I now have children ages 12, 11, 9, 7, 5, 3, and 1. That early experience of reconnecting with my creative self has been instrumental in my ability lean whole-heartedly into seasons of Motherhood. I know that there will be weeks, months, even years where my creative fire has to die down and maybe even appear to go out altogether. It takes so much creative energy to simply open up the room of your womb and let a little life come in and be welcome there. You are just trying to learn how to be yourself while feeling all those early trimester feelings, preparing for all the shifts that are about to happen internally and externally, nesting like crazy and using up all your brain-space playing tetris with the couches and cabinets and the chests of drawers. Add a toddler or two to this picture, and you also have the monumental creative challenge of how to sleep at all, how to make little people eat vegetables (Here comes the choo-choo! Open wide!), how to find time to look into your husband’s eyes. Not to mention the laundry, the dishes, the messes that are being made in one room while you are cleaning another…

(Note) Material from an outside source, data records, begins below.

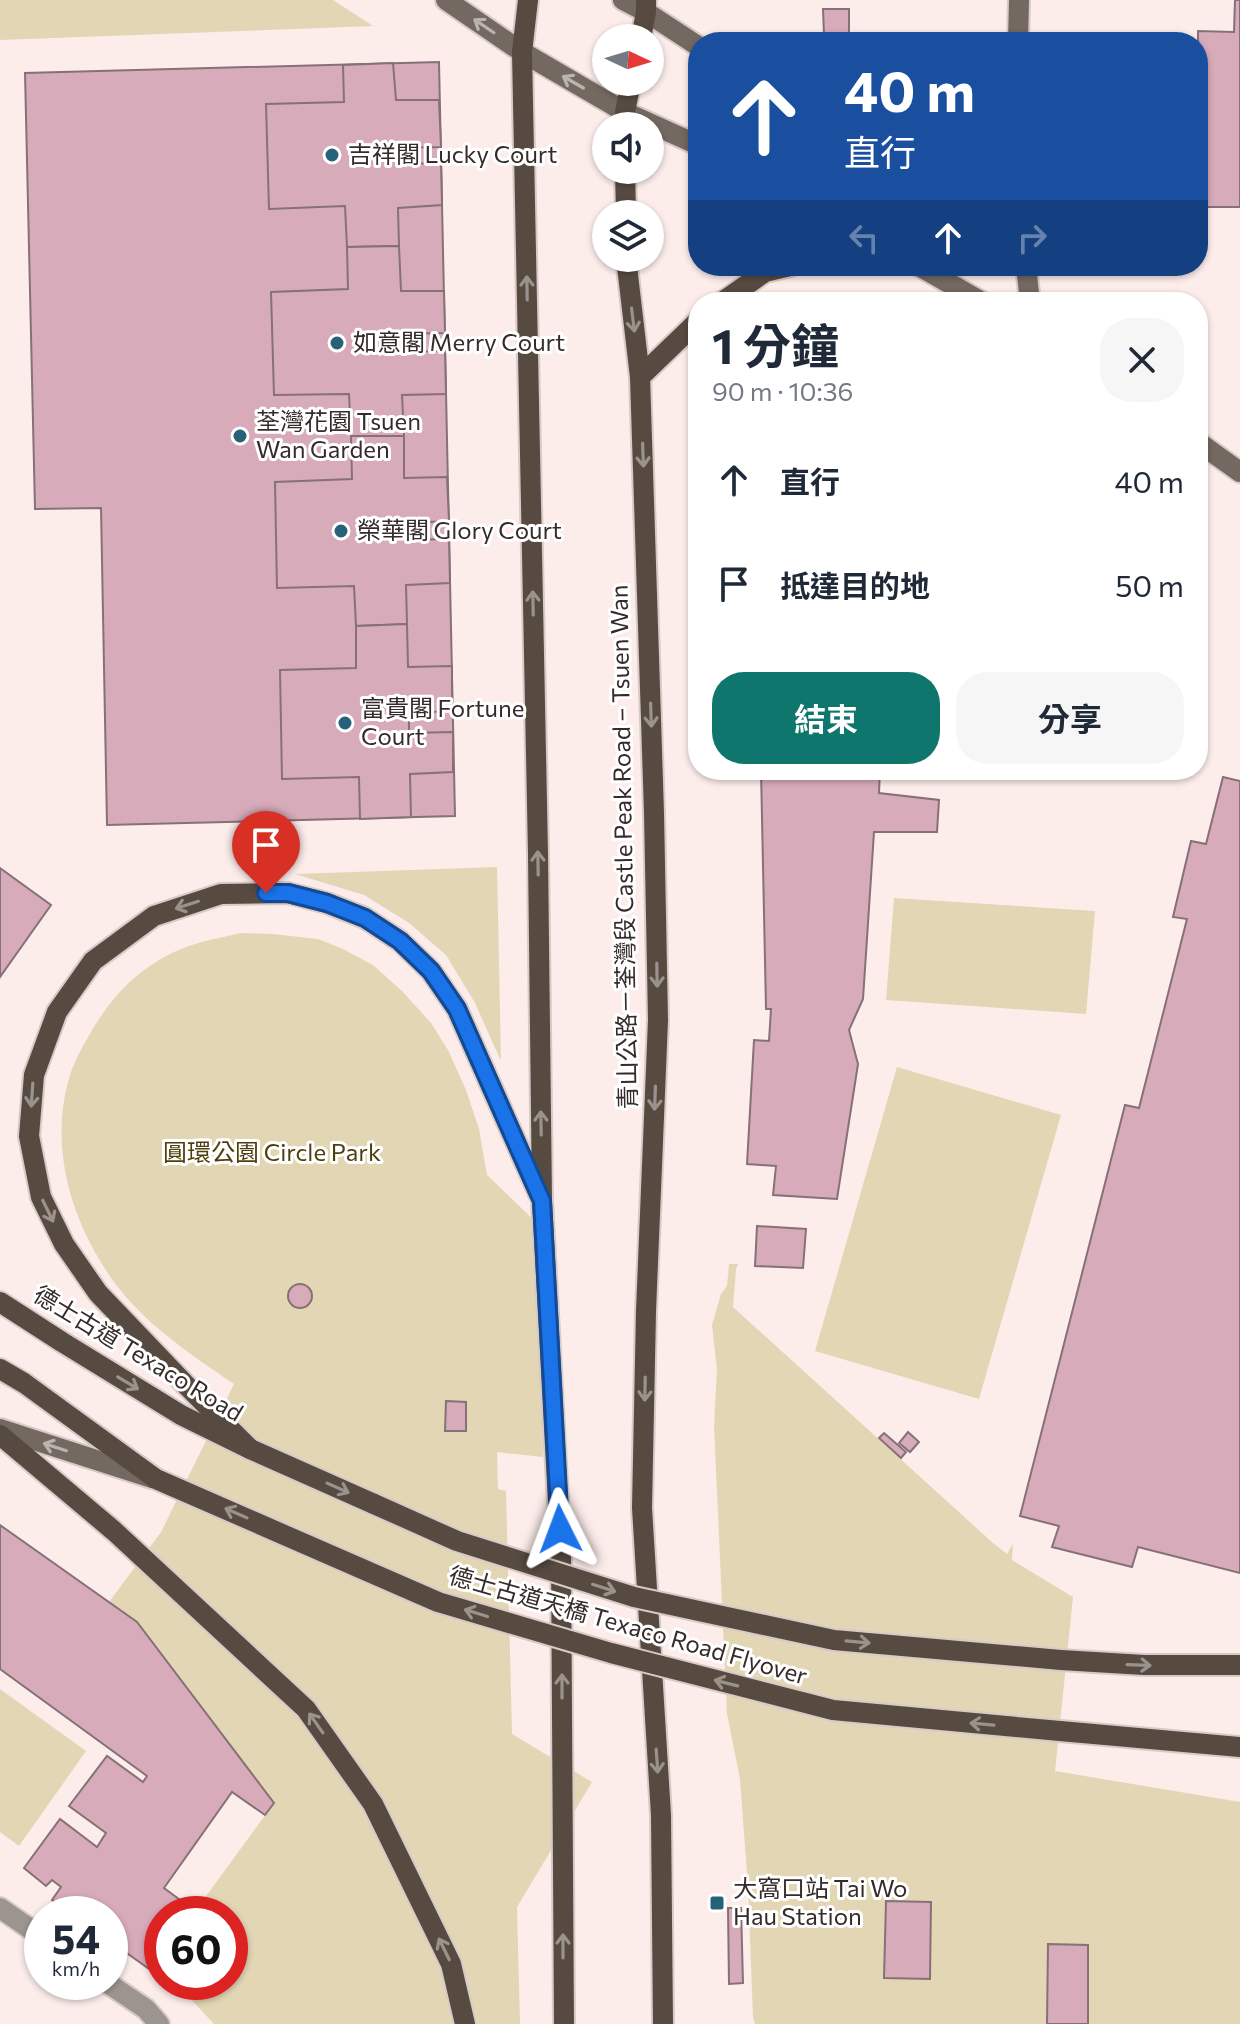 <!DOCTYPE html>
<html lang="zh-TW">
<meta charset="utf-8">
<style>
:root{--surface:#fff;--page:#f6f6f7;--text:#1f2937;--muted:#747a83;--accent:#0f766e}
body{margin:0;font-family:Commissioner,"Noto Sans TC",sans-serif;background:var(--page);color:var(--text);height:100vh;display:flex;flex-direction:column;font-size:30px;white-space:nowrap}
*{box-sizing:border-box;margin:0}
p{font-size:26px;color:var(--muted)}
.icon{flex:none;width:44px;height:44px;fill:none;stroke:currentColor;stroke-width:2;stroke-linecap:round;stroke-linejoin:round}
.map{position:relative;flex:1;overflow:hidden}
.details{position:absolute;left:688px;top:292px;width:520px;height:488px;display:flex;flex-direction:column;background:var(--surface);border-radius:32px;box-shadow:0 2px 6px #0004}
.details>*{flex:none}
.banner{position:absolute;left:688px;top:32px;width:520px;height:244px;border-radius:32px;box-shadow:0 2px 6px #0004;background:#1a4fa0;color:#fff;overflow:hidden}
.needle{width:52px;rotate:94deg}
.controls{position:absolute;left:592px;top:24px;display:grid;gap:16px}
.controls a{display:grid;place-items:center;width:72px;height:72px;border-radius:50%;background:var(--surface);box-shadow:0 2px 6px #0004;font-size:40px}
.speed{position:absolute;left:24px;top:1896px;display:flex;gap:16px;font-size:40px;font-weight:700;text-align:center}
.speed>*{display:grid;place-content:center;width:104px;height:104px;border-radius:50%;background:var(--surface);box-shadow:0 2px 6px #0004;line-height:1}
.speed small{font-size:20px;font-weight:400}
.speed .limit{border:12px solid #d22;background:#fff;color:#111}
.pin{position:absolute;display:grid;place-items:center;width:68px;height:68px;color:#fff;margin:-82px -34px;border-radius:50% 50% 50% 0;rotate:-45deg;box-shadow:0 0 8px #0007}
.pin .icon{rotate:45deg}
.me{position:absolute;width:88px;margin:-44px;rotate:357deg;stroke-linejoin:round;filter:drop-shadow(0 0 6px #0008)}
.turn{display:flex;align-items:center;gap:28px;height:168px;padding:0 24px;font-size:36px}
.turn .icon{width:104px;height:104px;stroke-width:2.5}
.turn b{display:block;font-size:56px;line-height:68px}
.lanes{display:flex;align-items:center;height:76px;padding:0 24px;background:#0003;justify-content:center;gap:40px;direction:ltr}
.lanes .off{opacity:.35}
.round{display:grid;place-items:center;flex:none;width:84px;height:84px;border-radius:32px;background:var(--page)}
.overview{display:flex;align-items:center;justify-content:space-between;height:136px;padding:0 24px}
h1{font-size:48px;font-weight:700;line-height:60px}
.button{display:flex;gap:16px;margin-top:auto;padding:16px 24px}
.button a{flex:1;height:92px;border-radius:32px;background:var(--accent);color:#fff;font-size:32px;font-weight:700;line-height:92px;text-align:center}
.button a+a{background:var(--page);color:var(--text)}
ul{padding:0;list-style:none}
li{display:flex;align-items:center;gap:24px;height:104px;padding:0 24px}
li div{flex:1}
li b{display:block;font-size:30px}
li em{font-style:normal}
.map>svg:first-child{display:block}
.green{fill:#e2d6b5}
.building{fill:#d8abbb;stroke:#857177;stroke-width:2}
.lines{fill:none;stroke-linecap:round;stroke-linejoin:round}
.minor-casing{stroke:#d8cac8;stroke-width:24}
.secondary-casing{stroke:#d8cac8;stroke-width:24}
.primary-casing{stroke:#d8cac8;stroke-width:24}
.minor{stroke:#9c958f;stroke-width:20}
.secondary{stroke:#746961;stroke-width:20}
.primary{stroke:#574b41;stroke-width:20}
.primary-bridge-casing{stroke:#d8cac8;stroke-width:24;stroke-linecap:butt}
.primary-bridge{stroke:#574b41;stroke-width:20}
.oneway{stroke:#bab4b0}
.oneway2{stroke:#9a938d}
.route-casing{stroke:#114b97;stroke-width:20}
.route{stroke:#1a73e8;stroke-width:14}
.poi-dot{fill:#27627a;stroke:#fff;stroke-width:3}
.labels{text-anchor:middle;stroke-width:6;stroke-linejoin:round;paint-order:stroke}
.poi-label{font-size:24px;fill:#342b2a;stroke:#fff;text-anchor:start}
.street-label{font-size:24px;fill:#342b2a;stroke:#fff}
.park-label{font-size:24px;fill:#4e3f0c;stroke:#fff}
</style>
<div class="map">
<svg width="1240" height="2024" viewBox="0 0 1240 2024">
<rect width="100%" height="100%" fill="#fcedeb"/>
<!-- green -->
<g class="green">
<path d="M0 0H333L373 26 0 40Z"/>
<path d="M497 867 501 1061 475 1003 446 955 409 923 364 895 295 874Z"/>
<path d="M894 898 1095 911 1086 1014 886 1000Z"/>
<path d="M242 933 273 934 318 939 343 949 373 965 402 991 431 1023 448 1050 466 1090 479 1129 487 1175 539 1225 543 1457 497 1452 498 1489 506 1491 512 1734 592 1782 517 1907 520 2024H214L188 1996 167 1982H230V1914H193L274 1803 137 1622 109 1602 161 1532 234 1384C186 1351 135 1318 104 1267 69 1213 51 1145 68 1082 73 1062 84 1044 94 1027 113 995 138 970 172 953 194 942 219 938 242 933Z"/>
<path d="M897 1067 1061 1115 979 1399 815 1351Z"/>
<path d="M729 1264H738L736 1269 733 1307 993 1543 1007 1554 1013 1544 1012 1560 1073 1597 1055 1771 1240 1802V2024H755L753 2017 748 1887 740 1779 727 1714 714 1426 717 1370 712 1325 721 1294 727 1286Z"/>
<path d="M0 1689 86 1751 19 1846 0 1832Z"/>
</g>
<!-- building -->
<g class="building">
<path d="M1235 0H1240V207H1198V31L1234 32Z"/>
<path d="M823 9H849V34L824 35Z"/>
<path d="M439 62 455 816 107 825 101 508 35 509 25 73Z"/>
<path d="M393 63 396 100H439L441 147 397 148V164L441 163 442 205 398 208 399 246 347 247 345 206 269 209 266 104 344 102 343 65Z"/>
<path d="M399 246 401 291H444L445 333 401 334 402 352 445 351 446 394 402 395 404 436H351L349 394 274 395 271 292 348 289 347 247Z"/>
<path d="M351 436H404V478L447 477 449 521 405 523 406 540 449 539 450 583 406 585 407 624 356 626 354 586 277 588 275 482 352 479Z"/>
<path d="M407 624 408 667 452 666V711L409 713V733L453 732V772L410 774 411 817 360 819 359 777 282 779 280 670 356 668V626Z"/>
<path d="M761 770H880L879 793 939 800 937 832H874L863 999 849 1030 858 1064 837 1199 773 1195 776 1166 747 1164 754 1040 769 1041 771 1009H766Z"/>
<path d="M1223 777 1240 781V1573L1138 1547 1132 1567 1052 1547 1059 1526 1020 1516 1125 1105 1139 1108 1187 919 1173 917 1191 841 1206 844Z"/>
<path d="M0 868 51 905 0 977Z"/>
<path d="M757 1226 806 1229 803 1268 755 1266Z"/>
<circle cx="300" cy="1296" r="12"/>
<path d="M446 1401 466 1402V1431H445Z"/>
<path d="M908 1432 919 1442 910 1452 899 1443Z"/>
<path d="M884 1433 906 1452 901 1458 879 1438Z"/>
<path d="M0 1525 137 1622 274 1803 265 1815 232 1792 164 1888 195 1911 193 1914H162V1957L152 1971 110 1941V1914H72L52 1900 61 1887 52 1880 46 1886 24 1868 60 1819 97 1847 106 1833 69 1806 107 1756 143 1782 147 1776 0 1669Z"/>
<path d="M886 1901 931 1902 930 1979 884 1978Z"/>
<path d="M728 1908H741L743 1983 729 1984Z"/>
<path d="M1048 1944 1088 1945V2024H1047Z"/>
</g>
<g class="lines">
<defs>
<g id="minor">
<path d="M0 1908 42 1937"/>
<path d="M106 1982 146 2009 159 2024"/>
</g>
<g id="secondary">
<path d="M446 0 522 52 625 112 698 145"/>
<path d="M623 0 646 12 698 46"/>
<path d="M1018 42 1019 0"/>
<path d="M919 266 982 302"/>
<path d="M1026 266 1030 302"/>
<path d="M1198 442 1240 472"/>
<path d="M0 1429 152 1478"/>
</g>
<g id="primary">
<path d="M528 0 522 52 538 854 542 1201 561 1559 564 2024"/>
<path d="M641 38 646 12V0"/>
<path d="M625 126V112L631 82"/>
<path d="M625 170 626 214"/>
<path d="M626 258 640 377 654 813 658 1020 646 1311 642 1508 661 1815 663 2024"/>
<path d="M722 302 765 272 790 266"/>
<path d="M640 377 698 321"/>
<path d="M0 1302 62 1342 181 1415 250 1449 374 1504"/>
<path d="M0 1369 24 1383 156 1479"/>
<path d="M0 1435 114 1531 306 1709 373 1804 451 1964 465 2024"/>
<path d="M250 1449 184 1383 98 1293 64 1244 41 1197 29 1136 34 1075 57 1012 93 961 154 916 221 894 288 893 327 903 365 918 400 941 431 971 457 1009 539 1194"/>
<path d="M1061 1660 1144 1665H1240"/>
<path d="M1060 1731 1240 1747"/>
</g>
</defs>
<!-- minor casing -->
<use href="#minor" class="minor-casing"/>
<!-- secondary casing -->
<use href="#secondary" class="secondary-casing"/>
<!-- primary casing -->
<use href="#primary" class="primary-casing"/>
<!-- minor -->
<use href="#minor" class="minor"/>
<!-- secondary -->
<use href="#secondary" class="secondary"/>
<!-- primary -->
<use href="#primary" class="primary"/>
<defs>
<g id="primary-bridge">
<path d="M156 1479 438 1602 611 1653 833 1710 1060 1731"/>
<path d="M374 1504 457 1541 634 1597 834 1640 1061 1660"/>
</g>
</defs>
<!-- primary-bridge casing -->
<use href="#primary-bridge" class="primary-bridge-casing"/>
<!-- primary-bridge -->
<use href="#primary-bridge" class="primary-bridge"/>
</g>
<!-- one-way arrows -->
<defs><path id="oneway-shaft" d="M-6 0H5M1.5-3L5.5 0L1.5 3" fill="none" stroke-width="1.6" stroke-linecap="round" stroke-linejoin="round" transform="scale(2)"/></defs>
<g class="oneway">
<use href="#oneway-shaft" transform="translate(484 26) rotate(-146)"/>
<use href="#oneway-shaft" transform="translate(573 82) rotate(-150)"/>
<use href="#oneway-shaft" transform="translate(55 1447) rotate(-162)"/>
</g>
<g class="oneway2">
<use href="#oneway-shaft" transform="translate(527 288) rotate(-91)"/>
<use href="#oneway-shaft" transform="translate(633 320) rotate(83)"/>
<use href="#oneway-shaft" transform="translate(643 455) rotate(88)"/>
<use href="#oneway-shaft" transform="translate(533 603) rotate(-91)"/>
<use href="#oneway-shaft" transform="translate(651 715) rotate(88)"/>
<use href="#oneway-shaft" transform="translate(538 863) rotate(-91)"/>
<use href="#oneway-shaft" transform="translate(187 905) rotate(162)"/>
<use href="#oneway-shaft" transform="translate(657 975) rotate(89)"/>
<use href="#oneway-shaft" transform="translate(32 1095) rotate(94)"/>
<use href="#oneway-shaft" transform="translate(655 1098) rotate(92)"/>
<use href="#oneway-shaft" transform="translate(541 1123) rotate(-91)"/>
<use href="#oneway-shaft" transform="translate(48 1211) rotate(64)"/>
<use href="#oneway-shaft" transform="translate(128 1383) rotate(31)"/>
<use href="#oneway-shaft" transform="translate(645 1389) rotate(91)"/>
<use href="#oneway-shaft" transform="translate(338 1488) rotate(24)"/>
<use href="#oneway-shaft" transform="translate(236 1513) rotate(-156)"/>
<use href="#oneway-shaft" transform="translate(604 1588) rotate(18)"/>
<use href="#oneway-shaft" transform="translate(476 1613) rotate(-163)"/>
<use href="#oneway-shaft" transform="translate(858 1642) rotate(5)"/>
<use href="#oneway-shaft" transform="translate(1139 1665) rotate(2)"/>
<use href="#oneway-shaft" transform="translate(726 1683) rotate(-166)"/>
<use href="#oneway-shaft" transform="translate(562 1686) rotate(-90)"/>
<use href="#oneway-shaft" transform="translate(316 1723) rotate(-125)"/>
<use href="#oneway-shaft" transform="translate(982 1724) rotate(-175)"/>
<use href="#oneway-shaft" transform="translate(657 1761) rotate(86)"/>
<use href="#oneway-shaft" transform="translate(563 1946) rotate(-90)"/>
<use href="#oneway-shaft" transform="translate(444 1949) rotate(-116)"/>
</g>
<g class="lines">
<defs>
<path id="route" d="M266 893H288L327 903 365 918 400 941 431 971 457 1009 542 1201 560 1529"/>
</defs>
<!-- route casing -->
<use href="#route" class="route-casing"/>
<!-- route -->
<use href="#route" class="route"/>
</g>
<!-- markers -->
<g class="poi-dot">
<circle cx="332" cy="155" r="8"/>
<circle cx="337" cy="343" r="8"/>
<circle cx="240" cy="436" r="8"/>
<circle cx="341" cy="531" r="8"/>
<circle cx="345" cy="723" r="8"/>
<rect x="709" y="1895" width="16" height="16" rx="4"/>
</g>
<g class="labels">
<!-- poi labels -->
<g class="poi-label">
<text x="348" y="163">吉祥閣 Lucky Court</text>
<text x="353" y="351">如意閣 Merry Court</text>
<text x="256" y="430">荃灣花園 Tsuen<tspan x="256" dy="28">Wan Garden</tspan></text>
<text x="357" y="539">榮華閣 Glory Court</text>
<text x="361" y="717">富貴閣 Fortune<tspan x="361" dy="28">Court</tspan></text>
<text x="733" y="1897">大窩口站 Tai Wo<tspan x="733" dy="28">Hau Station</tspan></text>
</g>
<!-- street labels -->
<g class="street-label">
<text transform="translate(624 847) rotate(-91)" y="8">青山公路－荃灣段 Castle Peak Road – Tsuen Wan</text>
<text transform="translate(138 1354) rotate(31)" y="8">德士古道 Texaco Road</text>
<text transform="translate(628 1626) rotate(16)" y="8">德士古道天橋 Texaco Road Flyover</text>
</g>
<!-- park labels -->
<g class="park-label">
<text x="272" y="1161">圓環公園 Circle Park</text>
</g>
</g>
</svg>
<div class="controls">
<a><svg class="needle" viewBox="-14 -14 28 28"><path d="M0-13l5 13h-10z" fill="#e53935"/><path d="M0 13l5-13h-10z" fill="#747a83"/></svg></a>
<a><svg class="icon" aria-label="sound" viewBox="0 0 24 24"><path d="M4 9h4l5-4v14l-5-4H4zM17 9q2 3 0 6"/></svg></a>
<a><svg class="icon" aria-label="layers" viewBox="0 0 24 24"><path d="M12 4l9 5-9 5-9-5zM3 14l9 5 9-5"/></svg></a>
</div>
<div class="speed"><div>54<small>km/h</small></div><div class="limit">60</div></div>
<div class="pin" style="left:266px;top:893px;background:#d93025"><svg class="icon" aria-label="arrive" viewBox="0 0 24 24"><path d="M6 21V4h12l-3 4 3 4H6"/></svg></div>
<svg class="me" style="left:560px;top:1529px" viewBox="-20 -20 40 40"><path d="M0-17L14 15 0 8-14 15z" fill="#1a73e8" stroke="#fff" stroke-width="4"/></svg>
<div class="banner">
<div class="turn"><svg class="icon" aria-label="ahead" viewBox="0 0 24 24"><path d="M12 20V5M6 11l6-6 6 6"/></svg><div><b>40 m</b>直行</div></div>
<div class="lanes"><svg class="icon off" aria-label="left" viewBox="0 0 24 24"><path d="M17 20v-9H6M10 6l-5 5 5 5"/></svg><svg class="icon" aria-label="ahead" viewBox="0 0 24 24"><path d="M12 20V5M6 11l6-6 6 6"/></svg><svg class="icon off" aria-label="right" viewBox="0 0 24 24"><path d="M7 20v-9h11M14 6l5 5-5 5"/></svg></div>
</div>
<section class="details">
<div class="overview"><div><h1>1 分鐘</h1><p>90 m · 10:36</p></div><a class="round"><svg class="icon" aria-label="close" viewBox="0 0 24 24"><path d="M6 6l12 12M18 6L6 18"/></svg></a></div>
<ul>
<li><svg class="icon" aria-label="ahead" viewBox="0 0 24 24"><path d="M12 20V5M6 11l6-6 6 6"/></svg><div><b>直行</b></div><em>40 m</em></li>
<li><svg class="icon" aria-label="arrive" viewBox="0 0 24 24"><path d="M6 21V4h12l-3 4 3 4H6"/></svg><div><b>抵達目的地</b></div><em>50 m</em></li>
</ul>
<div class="button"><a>結束</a><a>分享</a></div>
</section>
</div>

It all takes a toll. And in my early years of parenting, even though I knew that being a Mother was worth it 100%, I feared that I had lost my connection to the real me. The inspired-me, the maker-me, the artist-me, the writer-me, the musician-me, the thinker-me, the dreamer-me.

But I was wrong.

I am 38 years old. I have been pregnant or nursing nonstop for the last 13 years of my life. I have given birth to seven living children and have been touched deeply by one quiet miscarriage. I have lived through my personal cycles of pregnancy, birth, recovery, postpartum, newborn days and nights, hormonal shifts with nursing and weaning, (etc.) enough times now to know that I am going to meet back up with this part of myself. Like an old friend that you only see once a year but you pick up where you left off and you have so much to share and so much new ground to cover in your conversation. I am still there. And the creative work that flows out of my life after a long season of dormancy is full-fruit. There is so much rich raw material to work with. Living with children is inspiration at its best.

Through motherhood, I have learned to be patient with my work. That things can take longer than they used to. I’ve learned to turn my ideas on and off quickly to accommodate the needs of my family. I’ve learned to get up early when a nursing baby will allow it. I’ve learned to listen to my body and the rhythms of being that make me feel tuned into my creative life. I’ve learned to be thankful for any little bit I get. To sift, with more urgent clarity, through the earth of ideas to uncover true gems that are worth the long and careful process of excavating.

And I’ve found there are surprises in every season. These past two and a half months, as I have been birthing the biggest creative project of my entire life, my two oldest daughters have come alongside me to help. They have made meals, taken care of babies, entertained siblings, and (along with my loving, supportive husband who has creative fire of his own) allowed me to lock a door and work for long, uninterrupted hours–even days. They see what it means to me. And they love me enough to give me the time. Nobody else could understand what it means to me to let my creative fires burn until the spark of an idea is given final form. These girls, themselves, are creative souls who need time and space and resources to express the ideas that are just beginning to burn. I want to model this way of life for them, because I know one day they will likely find themselves as wives and mothers with limited time and resources and so much fire within them.

Through these years of parenting small children, I have learned to approach the season of intense creative flow as a blessing and an opportunity that will not last forever. To welcome it whole-heartedly and to allow myself as much time as I can to enjoy the colors before the leaves fall and the quiet of winter settles in. It is just so much a part of me. I am a better Mother when, season by season, I tend to my creative fires and keep this flame alive.